Extracted entries:
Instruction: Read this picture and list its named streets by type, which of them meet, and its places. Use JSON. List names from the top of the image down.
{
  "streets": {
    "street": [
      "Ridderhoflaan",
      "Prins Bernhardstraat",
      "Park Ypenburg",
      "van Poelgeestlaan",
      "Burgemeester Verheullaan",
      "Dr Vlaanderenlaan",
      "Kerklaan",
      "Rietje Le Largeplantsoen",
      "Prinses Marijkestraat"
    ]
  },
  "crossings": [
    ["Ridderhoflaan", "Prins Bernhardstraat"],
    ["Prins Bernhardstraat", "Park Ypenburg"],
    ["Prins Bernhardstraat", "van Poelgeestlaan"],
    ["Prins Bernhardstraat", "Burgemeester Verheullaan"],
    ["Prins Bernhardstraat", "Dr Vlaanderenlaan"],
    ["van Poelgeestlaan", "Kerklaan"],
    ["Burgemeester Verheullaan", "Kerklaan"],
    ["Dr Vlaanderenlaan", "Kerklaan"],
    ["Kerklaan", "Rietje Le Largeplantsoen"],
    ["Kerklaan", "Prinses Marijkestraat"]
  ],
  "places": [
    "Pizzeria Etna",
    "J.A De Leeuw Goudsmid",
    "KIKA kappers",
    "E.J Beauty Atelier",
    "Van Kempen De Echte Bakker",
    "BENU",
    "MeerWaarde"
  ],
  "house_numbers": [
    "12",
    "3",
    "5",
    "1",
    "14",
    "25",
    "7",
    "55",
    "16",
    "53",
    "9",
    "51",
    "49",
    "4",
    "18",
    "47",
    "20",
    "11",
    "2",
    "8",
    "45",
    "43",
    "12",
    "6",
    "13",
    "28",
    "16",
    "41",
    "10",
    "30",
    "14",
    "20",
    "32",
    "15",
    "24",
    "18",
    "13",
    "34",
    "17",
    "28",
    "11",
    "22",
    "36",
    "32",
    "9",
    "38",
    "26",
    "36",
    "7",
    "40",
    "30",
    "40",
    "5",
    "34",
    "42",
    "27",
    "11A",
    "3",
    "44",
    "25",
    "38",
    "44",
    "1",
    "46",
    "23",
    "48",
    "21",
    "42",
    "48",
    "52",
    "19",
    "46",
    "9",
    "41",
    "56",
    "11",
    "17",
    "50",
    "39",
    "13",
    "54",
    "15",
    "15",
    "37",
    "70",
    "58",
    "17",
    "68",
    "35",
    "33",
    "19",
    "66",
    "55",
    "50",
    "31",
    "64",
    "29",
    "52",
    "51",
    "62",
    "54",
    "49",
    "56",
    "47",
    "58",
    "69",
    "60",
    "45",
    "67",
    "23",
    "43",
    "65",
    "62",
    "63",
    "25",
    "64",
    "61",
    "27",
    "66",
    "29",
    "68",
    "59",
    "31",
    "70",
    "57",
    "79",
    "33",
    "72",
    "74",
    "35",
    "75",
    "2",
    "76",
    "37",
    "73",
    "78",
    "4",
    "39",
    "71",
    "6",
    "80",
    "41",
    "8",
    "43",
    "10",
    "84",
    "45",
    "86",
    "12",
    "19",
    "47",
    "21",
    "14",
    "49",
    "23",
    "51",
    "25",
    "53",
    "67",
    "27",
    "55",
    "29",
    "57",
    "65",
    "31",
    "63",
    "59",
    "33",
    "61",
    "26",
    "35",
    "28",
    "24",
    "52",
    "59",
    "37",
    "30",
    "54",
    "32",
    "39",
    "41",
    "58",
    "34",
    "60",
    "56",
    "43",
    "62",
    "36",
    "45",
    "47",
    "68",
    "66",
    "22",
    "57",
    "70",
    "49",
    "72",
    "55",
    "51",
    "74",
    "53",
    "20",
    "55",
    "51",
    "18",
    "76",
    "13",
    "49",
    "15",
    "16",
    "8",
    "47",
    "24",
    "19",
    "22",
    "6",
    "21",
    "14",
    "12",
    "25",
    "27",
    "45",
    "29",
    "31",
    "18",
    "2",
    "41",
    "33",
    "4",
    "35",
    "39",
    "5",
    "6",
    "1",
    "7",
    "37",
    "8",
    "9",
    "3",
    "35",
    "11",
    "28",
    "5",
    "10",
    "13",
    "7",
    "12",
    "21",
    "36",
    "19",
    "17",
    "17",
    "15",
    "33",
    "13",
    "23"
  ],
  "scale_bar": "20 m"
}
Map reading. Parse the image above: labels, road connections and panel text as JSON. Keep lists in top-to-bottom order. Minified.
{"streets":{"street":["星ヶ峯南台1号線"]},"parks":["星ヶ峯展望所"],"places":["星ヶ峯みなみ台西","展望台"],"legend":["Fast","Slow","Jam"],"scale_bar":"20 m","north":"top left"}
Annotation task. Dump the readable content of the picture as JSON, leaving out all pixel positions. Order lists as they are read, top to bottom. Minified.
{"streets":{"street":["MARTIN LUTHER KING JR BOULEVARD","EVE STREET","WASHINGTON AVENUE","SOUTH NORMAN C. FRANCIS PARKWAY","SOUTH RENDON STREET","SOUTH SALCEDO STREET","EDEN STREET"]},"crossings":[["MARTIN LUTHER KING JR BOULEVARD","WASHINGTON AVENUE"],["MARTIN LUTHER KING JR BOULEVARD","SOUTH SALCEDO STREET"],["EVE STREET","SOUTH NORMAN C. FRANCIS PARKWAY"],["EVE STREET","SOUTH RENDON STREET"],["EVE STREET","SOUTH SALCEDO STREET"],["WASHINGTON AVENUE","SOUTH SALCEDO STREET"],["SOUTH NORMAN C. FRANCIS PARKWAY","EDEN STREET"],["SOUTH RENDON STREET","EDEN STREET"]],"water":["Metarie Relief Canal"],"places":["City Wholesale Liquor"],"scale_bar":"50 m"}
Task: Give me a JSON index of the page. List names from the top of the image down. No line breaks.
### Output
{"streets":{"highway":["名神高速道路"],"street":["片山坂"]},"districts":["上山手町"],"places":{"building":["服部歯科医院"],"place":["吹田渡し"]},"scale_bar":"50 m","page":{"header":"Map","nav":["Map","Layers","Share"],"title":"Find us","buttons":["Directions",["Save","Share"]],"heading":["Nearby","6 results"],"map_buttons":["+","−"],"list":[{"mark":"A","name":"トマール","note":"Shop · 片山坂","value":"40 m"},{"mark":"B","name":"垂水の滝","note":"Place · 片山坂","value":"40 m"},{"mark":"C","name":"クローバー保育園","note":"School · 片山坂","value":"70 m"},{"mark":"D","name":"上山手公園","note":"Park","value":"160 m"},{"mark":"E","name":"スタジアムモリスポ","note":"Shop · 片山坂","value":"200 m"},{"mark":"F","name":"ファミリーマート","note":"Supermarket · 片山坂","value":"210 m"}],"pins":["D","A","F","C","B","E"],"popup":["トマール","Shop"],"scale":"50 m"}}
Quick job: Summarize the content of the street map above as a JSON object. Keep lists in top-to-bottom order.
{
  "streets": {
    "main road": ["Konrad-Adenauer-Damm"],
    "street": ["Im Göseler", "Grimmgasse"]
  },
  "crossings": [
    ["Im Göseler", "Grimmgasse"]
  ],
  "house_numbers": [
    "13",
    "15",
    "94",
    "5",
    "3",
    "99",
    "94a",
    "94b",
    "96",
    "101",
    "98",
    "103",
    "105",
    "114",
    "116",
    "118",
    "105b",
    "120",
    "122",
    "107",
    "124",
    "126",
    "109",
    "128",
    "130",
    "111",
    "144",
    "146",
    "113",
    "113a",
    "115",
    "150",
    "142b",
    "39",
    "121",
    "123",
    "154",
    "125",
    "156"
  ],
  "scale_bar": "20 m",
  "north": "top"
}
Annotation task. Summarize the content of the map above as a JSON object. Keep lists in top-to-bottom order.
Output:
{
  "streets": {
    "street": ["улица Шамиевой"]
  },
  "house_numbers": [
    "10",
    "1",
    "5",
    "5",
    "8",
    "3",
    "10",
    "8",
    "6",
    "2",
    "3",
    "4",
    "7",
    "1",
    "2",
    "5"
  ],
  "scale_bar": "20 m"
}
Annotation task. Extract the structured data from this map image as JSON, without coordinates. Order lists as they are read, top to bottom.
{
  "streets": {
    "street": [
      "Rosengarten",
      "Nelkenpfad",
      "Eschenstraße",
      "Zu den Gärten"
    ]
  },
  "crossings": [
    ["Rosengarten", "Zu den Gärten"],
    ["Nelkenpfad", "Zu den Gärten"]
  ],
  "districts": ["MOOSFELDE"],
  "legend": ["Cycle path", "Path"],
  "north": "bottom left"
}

Task to carry out:
Copy out, exactly and alone, the lines of the entries above between the ones holding "Map reading. Parse" and "Task: Give me", inclusive.

Exercise answer:
Map reading. Parse the image above: labels, road connections and panel text as JSON. Keep lists in top-to-bottom order. Minified.
{"streets":{"street":["星ヶ峯南台1号線"]},"parks":["星ヶ峯展望所"],"places":["星ヶ峯みなみ台西","展望台"],"legend":["Fast","Slow","Jam"],"scale_bar":"20 m","north":"top left"}
Annotation task. Dump the readable content of the picture as JSON, leaving out all pixel positions. Order lists as they are read, top to bottom. Minified.
{"streets":{"street":["MARTIN LUTHER KING JR BOULEVARD","EVE STREET","WASHINGTON AVENUE","SOUTH NORMAN C. FRANCIS PARKWAY","SOUTH RENDON STREET","SOUTH SALCEDO STREET","EDEN STREET"]},"crossings":[["MARTIN LUTHER KING JR BOULEVARD","WASHINGTON AVENUE"],["MARTIN LUTHER KING JR BOULEVARD","SOUTH SALCEDO STREET"],["EVE STREET","SOUTH NORMAN C. FRANCIS PARKWAY"],["EVE STREET","SOUTH RENDON STREET"],["EVE STREET","SOUTH SALCEDO STREET"],["WASHINGTON AVENUE","SOUTH SALCEDO STREET"],["SOUTH NORMAN C. FRANCIS PARKWAY","EDEN STREET"],["SOUTH RENDON STREET","EDEN STREET"]],"water":["Metarie Relief Canal"],"places":["City Wholesale Liquor"],"scale_bar":"50 m"}
Task: Give me a JSON index of the page. List names from the top of the image down. No line breaks.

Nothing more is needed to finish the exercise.